::: Task material :::
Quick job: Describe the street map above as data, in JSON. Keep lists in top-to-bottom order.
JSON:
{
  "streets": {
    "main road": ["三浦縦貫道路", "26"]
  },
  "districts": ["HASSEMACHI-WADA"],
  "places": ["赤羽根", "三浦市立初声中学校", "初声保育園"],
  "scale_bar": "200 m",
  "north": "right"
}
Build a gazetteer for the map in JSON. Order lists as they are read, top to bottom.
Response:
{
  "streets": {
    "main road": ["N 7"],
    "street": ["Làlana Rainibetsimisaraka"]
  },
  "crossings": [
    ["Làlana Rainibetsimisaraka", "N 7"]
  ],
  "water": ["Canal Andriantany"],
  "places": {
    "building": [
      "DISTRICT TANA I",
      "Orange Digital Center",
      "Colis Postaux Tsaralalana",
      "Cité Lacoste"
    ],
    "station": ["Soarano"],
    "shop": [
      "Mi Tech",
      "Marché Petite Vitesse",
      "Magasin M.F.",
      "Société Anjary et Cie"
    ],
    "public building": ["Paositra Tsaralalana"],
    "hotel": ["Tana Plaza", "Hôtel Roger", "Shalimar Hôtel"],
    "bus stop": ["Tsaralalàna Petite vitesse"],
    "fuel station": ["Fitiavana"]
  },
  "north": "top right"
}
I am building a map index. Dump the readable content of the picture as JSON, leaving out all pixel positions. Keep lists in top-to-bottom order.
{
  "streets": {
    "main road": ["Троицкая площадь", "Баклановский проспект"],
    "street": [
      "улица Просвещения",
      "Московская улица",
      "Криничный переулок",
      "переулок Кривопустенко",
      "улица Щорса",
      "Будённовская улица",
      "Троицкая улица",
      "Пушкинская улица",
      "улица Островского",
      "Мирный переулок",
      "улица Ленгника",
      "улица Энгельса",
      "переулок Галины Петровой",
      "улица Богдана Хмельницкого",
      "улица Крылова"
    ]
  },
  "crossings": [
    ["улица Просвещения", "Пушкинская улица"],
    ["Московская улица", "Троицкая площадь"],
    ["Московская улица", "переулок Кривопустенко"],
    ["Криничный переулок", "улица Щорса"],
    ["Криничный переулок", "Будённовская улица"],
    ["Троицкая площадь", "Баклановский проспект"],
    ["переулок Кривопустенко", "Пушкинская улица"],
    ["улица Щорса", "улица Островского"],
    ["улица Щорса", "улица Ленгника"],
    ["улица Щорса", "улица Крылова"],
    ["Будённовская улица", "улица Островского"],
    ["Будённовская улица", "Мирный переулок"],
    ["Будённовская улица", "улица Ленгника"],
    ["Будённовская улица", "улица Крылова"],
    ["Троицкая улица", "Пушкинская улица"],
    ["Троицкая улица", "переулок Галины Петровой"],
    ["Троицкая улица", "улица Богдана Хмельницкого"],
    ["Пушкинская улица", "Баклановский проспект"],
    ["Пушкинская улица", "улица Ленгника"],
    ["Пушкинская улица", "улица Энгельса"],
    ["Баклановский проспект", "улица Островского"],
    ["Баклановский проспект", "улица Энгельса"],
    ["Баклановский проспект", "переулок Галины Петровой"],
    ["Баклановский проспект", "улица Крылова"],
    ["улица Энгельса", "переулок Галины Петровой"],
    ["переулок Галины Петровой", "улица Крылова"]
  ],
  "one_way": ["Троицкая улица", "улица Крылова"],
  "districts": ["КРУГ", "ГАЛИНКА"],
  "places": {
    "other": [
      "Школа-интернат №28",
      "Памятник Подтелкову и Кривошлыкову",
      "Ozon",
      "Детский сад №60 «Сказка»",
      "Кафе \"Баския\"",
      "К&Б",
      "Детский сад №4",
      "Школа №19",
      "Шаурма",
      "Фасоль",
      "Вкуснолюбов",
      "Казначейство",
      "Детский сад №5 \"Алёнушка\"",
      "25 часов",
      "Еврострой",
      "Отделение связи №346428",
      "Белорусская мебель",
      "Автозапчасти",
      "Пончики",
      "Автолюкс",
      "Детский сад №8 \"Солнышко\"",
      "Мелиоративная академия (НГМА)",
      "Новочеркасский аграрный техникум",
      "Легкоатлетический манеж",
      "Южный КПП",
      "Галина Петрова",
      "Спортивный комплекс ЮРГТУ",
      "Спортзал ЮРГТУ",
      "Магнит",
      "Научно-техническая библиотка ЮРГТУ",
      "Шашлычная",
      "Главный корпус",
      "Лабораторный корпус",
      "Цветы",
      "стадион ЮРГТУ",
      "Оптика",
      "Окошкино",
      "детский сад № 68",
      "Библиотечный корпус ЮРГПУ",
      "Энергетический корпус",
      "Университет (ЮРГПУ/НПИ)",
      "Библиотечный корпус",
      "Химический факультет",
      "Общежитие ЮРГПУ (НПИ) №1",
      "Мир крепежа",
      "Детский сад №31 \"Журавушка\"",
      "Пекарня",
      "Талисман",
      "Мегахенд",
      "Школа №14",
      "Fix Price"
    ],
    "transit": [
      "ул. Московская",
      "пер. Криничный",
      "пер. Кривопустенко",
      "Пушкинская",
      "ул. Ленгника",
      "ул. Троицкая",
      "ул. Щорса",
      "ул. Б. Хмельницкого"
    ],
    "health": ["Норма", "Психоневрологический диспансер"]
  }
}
:::
Tell how many lines in the material hold the word "Энгельса". Reply with the number only.

§ **Result for this exercise**:
4